Chinese and American researchers found that for more than 380 medical residents in Shanghai, their mental woes were greater than among last year's first-year residents.
"Even before this pandemic, the levels of depression and anxiety symptoms among our healthcare workers were high, and our findings indicate that they are getting worse," said researcher Dr Srijan Sen, a University of Michigan psychiatrist and neuroscientist.
"As it is clear that this pandemic will be with us for the foreseeable future, we need to prioritise the well-being of our healthcare workers, not only for themselves, but also for the patients that will need them in the coming months and year," Sen said in a university news release.
Growing public health crisis
Researcher Dr Weidong Li, a professor at the Shanghai Jiao Tong University, said that late winter is a time of heightened emotions in China, due to the Lunar New Year.
"Our findings indicate that the negative mental health effects of Covid-19 are not limited to physicians working at the centre of the initial outbreak in Wuhan, but extend to other places like Shanghai, which is 500 miles away," he said.
"With the numerous new cases spread worldwide, this has important implications for the way communities around the globe respond to this growing public health crisis," Li added.
This year's class of residents saw changes in most measures of mental health and workplace violence, the researchers found. Other research has shown that first-year medical training is tied to increases in depressive symptoms, the researchers noted.

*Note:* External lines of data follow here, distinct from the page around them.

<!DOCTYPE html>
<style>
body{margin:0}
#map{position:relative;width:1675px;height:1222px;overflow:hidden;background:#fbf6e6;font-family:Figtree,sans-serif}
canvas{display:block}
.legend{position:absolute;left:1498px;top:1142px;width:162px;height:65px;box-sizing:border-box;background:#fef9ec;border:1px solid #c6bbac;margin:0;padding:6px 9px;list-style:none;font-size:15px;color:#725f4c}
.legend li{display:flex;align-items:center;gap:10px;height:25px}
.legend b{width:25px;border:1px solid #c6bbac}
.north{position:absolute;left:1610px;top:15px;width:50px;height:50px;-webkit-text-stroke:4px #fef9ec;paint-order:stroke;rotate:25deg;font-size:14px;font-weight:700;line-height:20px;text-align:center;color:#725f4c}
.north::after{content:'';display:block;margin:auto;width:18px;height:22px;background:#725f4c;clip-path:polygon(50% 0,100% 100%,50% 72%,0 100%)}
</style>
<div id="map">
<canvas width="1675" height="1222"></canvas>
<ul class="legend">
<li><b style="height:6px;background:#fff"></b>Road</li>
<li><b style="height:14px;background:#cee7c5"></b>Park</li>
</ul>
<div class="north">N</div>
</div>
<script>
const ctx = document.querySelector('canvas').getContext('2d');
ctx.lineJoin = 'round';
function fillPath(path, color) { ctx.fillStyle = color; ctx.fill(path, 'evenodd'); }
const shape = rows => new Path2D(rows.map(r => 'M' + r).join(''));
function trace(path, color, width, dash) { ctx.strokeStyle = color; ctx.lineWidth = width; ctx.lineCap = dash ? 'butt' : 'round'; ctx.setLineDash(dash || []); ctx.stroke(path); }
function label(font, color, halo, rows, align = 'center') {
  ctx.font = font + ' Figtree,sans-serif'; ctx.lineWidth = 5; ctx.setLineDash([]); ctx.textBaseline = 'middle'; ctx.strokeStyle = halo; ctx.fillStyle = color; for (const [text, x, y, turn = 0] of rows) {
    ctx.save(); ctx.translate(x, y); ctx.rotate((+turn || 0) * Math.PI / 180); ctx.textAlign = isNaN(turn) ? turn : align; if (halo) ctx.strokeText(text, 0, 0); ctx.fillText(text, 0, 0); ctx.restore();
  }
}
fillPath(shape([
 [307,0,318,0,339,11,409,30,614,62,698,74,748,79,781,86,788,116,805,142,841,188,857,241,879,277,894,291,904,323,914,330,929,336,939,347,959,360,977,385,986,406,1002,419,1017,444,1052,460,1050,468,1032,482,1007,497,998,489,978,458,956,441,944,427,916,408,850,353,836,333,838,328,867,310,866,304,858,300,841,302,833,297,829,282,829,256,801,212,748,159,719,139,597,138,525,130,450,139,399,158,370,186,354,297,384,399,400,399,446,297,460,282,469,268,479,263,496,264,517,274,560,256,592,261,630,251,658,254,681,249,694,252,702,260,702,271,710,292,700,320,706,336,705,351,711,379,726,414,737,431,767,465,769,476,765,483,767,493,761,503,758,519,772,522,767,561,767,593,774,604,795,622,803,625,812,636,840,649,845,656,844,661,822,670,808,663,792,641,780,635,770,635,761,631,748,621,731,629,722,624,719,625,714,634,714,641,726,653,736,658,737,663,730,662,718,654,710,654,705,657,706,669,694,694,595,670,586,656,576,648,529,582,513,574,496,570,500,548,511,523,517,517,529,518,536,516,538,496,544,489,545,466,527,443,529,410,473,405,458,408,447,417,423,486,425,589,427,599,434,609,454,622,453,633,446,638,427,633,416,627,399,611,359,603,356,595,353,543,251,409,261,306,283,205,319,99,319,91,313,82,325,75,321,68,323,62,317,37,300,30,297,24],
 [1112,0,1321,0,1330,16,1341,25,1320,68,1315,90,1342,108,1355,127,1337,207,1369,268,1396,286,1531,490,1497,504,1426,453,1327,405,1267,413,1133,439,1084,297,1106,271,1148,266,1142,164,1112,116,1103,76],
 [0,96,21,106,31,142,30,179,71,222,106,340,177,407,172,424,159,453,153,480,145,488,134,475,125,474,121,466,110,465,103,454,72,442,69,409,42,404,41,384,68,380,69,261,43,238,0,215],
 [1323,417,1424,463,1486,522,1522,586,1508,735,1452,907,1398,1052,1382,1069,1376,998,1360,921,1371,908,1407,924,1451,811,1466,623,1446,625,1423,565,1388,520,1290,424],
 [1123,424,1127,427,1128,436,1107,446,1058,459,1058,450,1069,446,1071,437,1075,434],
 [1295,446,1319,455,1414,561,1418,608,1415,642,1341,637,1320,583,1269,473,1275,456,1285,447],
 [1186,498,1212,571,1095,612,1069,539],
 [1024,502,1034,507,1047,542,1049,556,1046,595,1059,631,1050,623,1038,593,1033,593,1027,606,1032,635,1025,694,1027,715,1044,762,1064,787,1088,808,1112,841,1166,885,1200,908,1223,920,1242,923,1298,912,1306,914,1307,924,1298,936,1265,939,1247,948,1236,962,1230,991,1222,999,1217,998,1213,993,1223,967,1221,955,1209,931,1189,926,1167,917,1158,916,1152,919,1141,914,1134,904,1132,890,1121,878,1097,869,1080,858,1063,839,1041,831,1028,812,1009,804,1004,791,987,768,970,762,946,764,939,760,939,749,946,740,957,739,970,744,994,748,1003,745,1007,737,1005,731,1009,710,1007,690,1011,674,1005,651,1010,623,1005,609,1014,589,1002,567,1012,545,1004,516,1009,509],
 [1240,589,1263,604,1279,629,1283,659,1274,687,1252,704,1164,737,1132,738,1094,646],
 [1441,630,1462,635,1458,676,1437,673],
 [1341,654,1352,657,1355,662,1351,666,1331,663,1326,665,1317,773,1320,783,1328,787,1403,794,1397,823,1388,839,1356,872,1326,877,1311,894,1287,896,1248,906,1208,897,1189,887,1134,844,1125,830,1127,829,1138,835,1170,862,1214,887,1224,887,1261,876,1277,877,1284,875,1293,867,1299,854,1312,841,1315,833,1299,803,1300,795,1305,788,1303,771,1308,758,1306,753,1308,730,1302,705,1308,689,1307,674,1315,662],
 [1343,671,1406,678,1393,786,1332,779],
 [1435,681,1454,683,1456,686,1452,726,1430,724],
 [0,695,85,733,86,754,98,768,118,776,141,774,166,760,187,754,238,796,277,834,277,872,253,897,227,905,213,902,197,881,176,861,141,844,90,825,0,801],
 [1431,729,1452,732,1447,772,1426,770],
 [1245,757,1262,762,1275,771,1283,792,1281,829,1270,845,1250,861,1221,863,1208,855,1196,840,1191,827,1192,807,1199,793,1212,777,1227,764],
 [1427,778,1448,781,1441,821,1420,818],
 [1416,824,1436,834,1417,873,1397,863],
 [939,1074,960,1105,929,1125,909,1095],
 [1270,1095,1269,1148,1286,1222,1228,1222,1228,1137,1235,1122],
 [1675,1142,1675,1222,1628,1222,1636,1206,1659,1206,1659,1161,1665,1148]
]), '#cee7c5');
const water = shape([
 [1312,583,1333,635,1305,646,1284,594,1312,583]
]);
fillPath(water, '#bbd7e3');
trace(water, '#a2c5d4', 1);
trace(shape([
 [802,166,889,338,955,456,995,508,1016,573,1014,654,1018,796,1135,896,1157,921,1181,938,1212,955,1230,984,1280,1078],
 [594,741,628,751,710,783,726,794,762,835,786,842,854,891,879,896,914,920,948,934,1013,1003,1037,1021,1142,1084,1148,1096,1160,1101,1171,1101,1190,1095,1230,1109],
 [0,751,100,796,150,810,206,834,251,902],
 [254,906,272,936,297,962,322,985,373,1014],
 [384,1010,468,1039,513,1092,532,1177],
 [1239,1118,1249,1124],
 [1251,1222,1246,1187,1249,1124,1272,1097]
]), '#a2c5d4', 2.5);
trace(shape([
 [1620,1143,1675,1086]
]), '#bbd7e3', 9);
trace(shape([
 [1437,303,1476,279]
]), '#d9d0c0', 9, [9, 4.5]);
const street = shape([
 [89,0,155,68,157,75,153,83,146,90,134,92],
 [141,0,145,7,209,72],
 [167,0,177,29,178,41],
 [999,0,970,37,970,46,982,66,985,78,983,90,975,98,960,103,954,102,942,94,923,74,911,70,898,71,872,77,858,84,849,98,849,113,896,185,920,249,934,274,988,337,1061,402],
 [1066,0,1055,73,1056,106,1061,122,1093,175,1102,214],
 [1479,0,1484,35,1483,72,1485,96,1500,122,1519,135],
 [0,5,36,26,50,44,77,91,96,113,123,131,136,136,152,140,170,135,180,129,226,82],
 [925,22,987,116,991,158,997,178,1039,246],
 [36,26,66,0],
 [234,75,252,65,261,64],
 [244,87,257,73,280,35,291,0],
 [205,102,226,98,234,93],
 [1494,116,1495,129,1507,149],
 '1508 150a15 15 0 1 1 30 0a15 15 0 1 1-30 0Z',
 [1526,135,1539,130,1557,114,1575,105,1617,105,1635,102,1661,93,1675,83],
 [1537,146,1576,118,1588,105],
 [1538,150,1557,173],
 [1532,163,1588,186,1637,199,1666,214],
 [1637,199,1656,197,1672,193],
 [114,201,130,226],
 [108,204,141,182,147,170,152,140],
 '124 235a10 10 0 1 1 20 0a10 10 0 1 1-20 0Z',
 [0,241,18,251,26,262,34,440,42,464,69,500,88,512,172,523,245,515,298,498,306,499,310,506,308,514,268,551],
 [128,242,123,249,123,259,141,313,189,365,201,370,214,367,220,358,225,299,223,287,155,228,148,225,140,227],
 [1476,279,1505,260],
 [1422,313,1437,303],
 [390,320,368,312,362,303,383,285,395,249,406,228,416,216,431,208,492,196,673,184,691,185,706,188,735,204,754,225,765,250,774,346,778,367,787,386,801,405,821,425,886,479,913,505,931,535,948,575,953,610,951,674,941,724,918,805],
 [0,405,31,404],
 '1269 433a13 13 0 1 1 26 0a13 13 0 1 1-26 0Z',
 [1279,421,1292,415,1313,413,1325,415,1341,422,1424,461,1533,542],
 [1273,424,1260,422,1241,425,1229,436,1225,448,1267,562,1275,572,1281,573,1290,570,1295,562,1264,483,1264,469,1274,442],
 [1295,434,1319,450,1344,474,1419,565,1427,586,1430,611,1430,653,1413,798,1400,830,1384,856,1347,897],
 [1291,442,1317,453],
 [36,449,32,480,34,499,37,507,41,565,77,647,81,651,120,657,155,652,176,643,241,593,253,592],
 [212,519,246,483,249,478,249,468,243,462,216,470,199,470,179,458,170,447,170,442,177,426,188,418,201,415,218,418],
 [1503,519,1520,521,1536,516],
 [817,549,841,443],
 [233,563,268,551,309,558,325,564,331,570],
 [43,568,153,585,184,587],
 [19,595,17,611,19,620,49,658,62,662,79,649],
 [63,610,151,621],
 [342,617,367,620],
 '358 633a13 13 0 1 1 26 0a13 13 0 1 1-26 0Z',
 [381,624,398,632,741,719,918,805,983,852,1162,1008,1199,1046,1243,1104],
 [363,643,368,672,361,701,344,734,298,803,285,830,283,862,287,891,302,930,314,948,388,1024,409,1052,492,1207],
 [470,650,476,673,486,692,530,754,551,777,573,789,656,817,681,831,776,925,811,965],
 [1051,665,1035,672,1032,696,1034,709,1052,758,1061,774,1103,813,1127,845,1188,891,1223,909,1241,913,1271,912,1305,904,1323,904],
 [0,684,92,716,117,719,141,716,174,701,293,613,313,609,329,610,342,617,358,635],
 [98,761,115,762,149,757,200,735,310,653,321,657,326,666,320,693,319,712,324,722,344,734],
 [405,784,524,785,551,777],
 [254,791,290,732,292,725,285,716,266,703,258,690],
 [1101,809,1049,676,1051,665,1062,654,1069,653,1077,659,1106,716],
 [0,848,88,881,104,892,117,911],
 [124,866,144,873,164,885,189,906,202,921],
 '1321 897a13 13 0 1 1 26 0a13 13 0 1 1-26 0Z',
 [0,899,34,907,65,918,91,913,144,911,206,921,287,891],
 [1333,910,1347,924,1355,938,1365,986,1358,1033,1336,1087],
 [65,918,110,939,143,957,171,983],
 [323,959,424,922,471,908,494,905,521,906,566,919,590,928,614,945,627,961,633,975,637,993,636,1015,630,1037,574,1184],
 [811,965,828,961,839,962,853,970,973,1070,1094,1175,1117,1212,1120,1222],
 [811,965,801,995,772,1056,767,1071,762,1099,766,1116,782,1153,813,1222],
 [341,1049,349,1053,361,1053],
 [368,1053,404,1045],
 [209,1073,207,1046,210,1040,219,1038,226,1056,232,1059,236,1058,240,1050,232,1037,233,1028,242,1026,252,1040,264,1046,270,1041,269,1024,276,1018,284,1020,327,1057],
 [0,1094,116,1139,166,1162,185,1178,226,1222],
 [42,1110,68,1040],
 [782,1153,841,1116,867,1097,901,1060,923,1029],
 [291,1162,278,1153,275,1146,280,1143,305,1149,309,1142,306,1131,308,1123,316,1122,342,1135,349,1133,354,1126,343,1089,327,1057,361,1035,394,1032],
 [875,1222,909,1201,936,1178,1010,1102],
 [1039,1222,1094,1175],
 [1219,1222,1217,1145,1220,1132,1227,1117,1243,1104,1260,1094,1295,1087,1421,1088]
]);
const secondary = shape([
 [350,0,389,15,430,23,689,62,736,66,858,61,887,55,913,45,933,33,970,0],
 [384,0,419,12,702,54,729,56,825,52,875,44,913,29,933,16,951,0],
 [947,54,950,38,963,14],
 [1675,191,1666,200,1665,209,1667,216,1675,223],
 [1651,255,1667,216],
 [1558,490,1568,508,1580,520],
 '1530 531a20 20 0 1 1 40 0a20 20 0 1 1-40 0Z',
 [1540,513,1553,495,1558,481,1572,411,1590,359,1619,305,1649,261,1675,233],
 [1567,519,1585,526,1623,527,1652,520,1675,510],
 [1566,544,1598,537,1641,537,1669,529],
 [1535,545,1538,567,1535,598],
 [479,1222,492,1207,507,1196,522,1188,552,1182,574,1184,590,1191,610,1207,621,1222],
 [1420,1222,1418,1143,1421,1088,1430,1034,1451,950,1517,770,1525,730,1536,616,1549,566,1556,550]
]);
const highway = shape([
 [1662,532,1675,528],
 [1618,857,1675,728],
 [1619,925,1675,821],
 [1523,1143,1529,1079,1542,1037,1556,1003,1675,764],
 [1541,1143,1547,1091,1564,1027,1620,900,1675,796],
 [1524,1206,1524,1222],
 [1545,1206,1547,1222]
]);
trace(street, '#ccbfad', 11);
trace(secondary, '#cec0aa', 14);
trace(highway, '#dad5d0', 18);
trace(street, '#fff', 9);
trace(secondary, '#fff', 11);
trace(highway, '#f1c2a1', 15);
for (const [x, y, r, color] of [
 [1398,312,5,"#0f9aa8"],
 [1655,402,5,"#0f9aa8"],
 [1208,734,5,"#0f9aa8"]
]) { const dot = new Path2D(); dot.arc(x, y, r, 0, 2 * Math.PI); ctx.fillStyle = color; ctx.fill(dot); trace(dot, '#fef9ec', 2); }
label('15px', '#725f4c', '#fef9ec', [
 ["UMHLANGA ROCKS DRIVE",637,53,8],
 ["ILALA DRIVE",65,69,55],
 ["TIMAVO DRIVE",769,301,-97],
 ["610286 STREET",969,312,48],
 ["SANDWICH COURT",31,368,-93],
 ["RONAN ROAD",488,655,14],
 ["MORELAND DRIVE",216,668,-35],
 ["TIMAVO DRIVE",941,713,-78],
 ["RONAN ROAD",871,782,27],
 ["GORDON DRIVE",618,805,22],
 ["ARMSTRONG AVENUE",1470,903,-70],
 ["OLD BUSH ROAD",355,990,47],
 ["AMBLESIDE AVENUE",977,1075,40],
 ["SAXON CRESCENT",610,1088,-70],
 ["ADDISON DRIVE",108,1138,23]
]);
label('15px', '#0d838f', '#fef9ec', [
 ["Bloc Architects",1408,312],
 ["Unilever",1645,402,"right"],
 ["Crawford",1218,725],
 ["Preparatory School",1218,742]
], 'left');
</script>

"It's easy to forget that they face many of the same additional stresses as the rest of us – concerns about elderly or at-risk family, loss of childcare – while simultaneously managing an increased clinical workload, and all while placing themselves and their families at greater risk of infection," said researcher Elena Frank, director of the Intern Health Study and a member of Sen's lab at Michigan.
"The potential mental health consequences of confronting such enormous pressures cannot be overlooked," Frank said in the release.
The report was published online on 1 June in the journal JAMA Network Open.